## Work request
Your answer must be a single number: the count of lines in the entries below that hold "Instituto".

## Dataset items
******

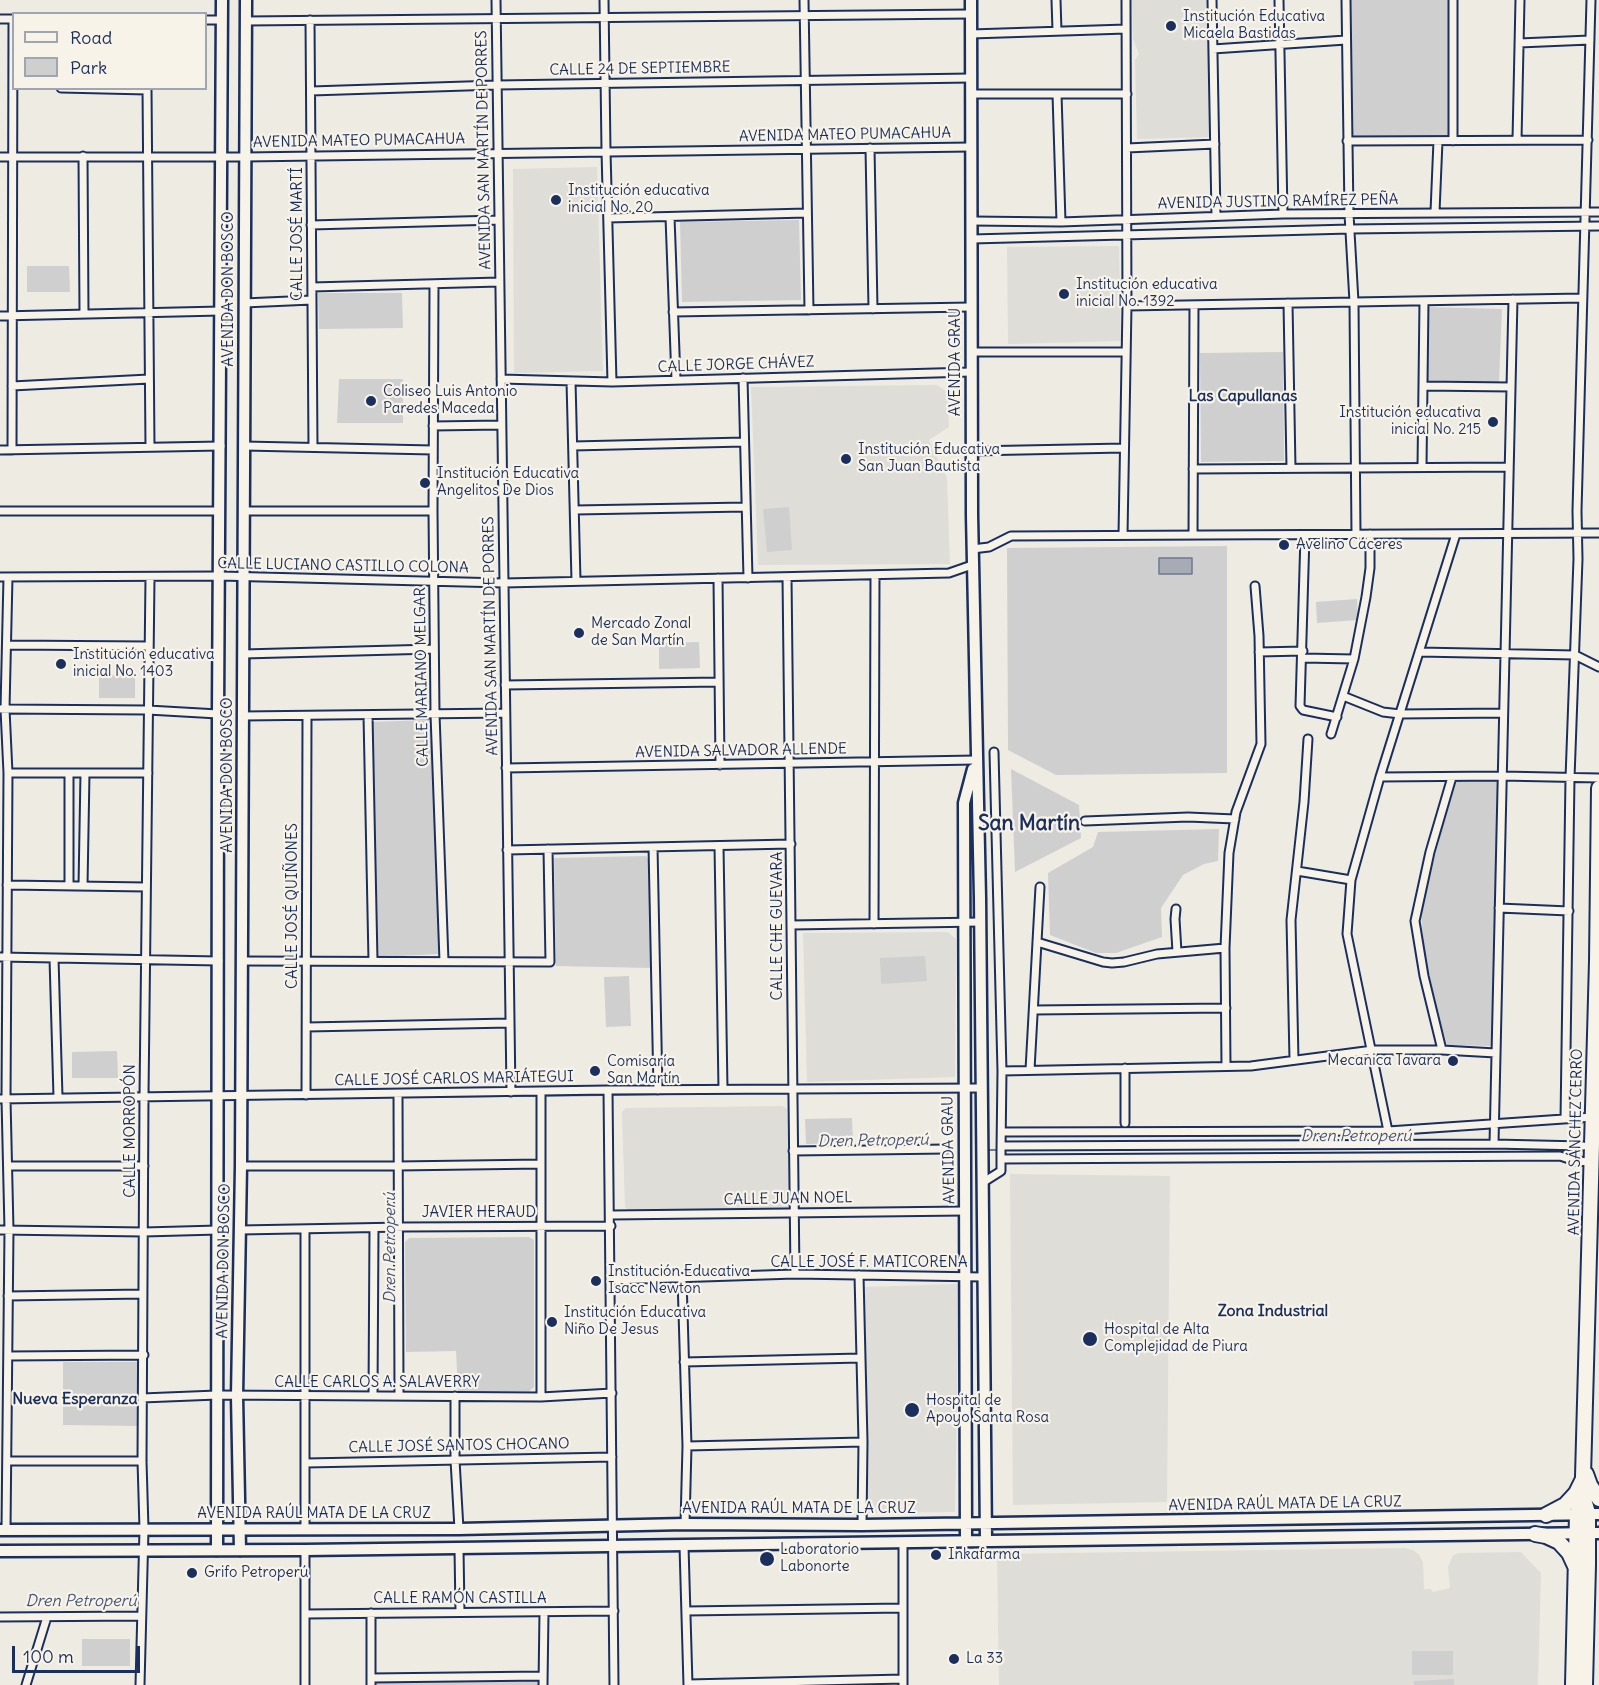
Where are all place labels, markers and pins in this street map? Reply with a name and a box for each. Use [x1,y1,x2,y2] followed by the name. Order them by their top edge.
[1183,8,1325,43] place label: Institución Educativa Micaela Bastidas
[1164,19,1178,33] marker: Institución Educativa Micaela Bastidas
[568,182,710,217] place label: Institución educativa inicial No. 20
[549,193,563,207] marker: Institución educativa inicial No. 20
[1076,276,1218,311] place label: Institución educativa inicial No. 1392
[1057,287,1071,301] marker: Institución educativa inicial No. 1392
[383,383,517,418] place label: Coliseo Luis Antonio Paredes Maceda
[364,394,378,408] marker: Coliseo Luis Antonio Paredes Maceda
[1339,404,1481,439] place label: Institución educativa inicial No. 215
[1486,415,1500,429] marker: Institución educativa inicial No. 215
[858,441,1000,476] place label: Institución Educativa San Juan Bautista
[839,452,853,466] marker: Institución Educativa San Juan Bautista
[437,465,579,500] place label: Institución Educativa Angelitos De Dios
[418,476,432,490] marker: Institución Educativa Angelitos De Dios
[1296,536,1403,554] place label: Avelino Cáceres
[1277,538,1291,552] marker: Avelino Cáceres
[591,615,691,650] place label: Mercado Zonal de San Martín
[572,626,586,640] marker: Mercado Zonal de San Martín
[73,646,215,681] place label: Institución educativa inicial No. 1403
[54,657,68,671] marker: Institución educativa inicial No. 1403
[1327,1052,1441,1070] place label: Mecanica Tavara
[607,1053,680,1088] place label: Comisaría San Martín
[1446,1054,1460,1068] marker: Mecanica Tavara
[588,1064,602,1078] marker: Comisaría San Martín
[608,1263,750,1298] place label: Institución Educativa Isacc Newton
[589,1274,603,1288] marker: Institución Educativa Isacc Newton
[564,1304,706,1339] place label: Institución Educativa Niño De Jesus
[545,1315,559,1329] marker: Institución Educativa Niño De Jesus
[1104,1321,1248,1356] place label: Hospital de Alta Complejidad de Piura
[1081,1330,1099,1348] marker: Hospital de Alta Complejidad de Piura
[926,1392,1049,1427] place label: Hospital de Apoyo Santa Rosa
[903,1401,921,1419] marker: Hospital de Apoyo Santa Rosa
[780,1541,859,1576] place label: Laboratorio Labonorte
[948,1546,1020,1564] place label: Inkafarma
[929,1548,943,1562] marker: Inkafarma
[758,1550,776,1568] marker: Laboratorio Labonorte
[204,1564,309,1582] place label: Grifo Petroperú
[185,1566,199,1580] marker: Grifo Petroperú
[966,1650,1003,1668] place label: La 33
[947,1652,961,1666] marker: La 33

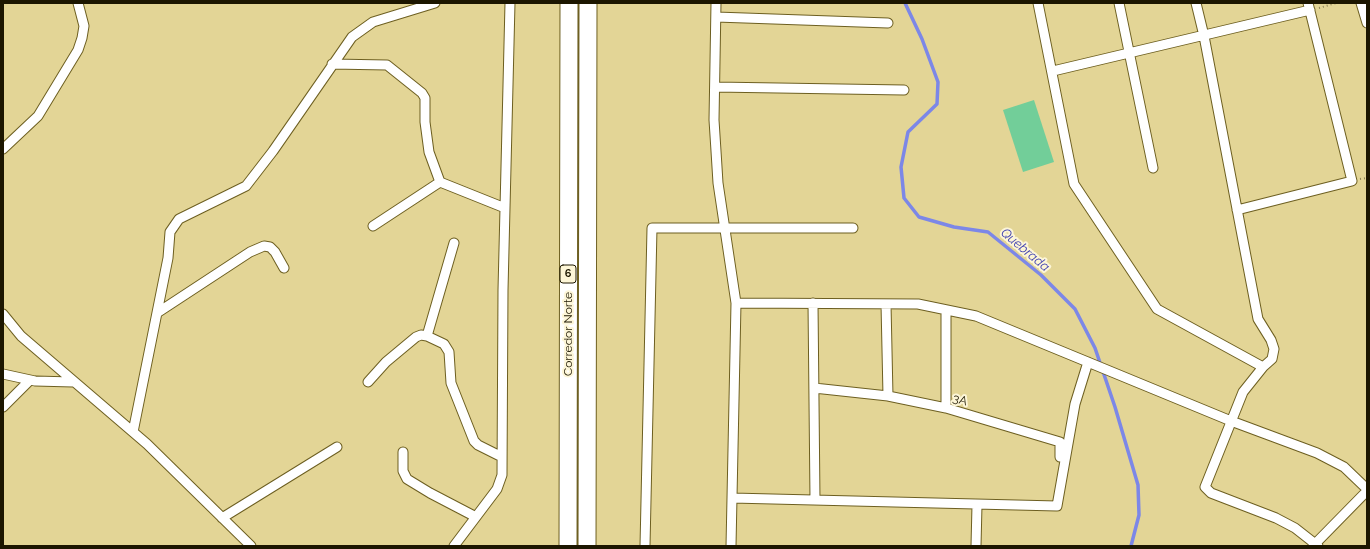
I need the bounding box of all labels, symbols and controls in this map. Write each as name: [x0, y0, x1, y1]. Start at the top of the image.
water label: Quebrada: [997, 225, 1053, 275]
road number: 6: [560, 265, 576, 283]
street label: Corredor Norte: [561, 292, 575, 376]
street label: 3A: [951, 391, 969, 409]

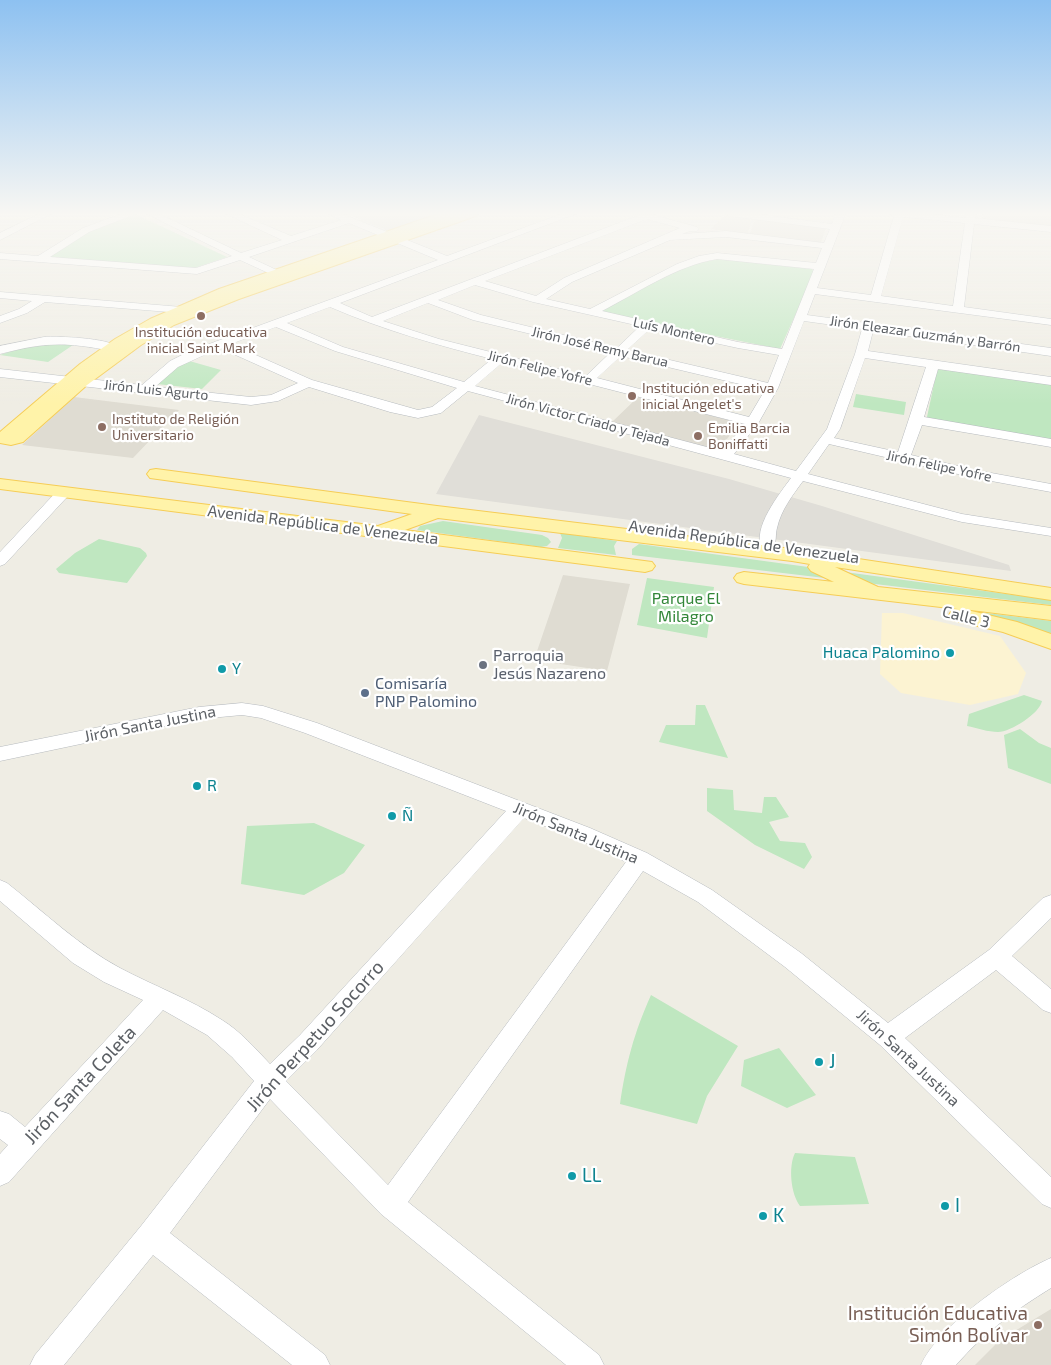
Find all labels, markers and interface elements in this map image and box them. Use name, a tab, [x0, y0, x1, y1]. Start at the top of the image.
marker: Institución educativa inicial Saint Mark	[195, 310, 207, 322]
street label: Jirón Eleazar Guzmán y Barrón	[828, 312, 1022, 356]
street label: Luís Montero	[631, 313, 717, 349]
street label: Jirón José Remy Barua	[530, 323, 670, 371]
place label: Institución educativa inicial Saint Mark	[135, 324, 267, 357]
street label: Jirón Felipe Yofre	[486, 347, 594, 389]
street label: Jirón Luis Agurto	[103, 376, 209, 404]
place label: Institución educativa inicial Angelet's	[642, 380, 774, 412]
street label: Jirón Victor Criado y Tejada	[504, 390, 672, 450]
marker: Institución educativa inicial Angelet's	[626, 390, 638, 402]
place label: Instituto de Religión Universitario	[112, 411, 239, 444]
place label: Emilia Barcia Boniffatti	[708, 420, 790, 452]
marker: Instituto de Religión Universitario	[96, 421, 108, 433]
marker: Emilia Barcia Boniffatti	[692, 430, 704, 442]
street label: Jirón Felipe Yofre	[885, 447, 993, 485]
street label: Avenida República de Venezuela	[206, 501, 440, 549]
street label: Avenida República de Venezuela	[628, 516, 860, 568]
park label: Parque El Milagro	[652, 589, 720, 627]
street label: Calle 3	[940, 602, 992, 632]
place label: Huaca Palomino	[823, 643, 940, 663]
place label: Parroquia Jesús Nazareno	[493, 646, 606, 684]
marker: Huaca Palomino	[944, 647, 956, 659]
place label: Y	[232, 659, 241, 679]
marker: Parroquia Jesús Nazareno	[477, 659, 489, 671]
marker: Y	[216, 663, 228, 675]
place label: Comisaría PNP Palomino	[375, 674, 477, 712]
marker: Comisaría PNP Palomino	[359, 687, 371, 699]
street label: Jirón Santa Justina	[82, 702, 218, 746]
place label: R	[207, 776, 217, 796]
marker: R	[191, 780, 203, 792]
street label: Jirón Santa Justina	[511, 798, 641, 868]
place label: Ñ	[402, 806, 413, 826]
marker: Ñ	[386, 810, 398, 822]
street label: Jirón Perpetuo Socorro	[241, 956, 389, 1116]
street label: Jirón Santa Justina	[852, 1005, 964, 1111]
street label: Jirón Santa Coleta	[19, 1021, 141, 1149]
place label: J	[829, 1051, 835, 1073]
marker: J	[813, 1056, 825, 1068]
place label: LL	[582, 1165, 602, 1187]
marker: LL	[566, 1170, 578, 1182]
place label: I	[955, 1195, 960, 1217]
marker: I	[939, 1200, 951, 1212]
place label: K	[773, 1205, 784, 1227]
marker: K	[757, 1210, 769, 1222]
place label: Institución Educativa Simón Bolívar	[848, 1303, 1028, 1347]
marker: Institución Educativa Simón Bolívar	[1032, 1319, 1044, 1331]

******

## Exercise solution
2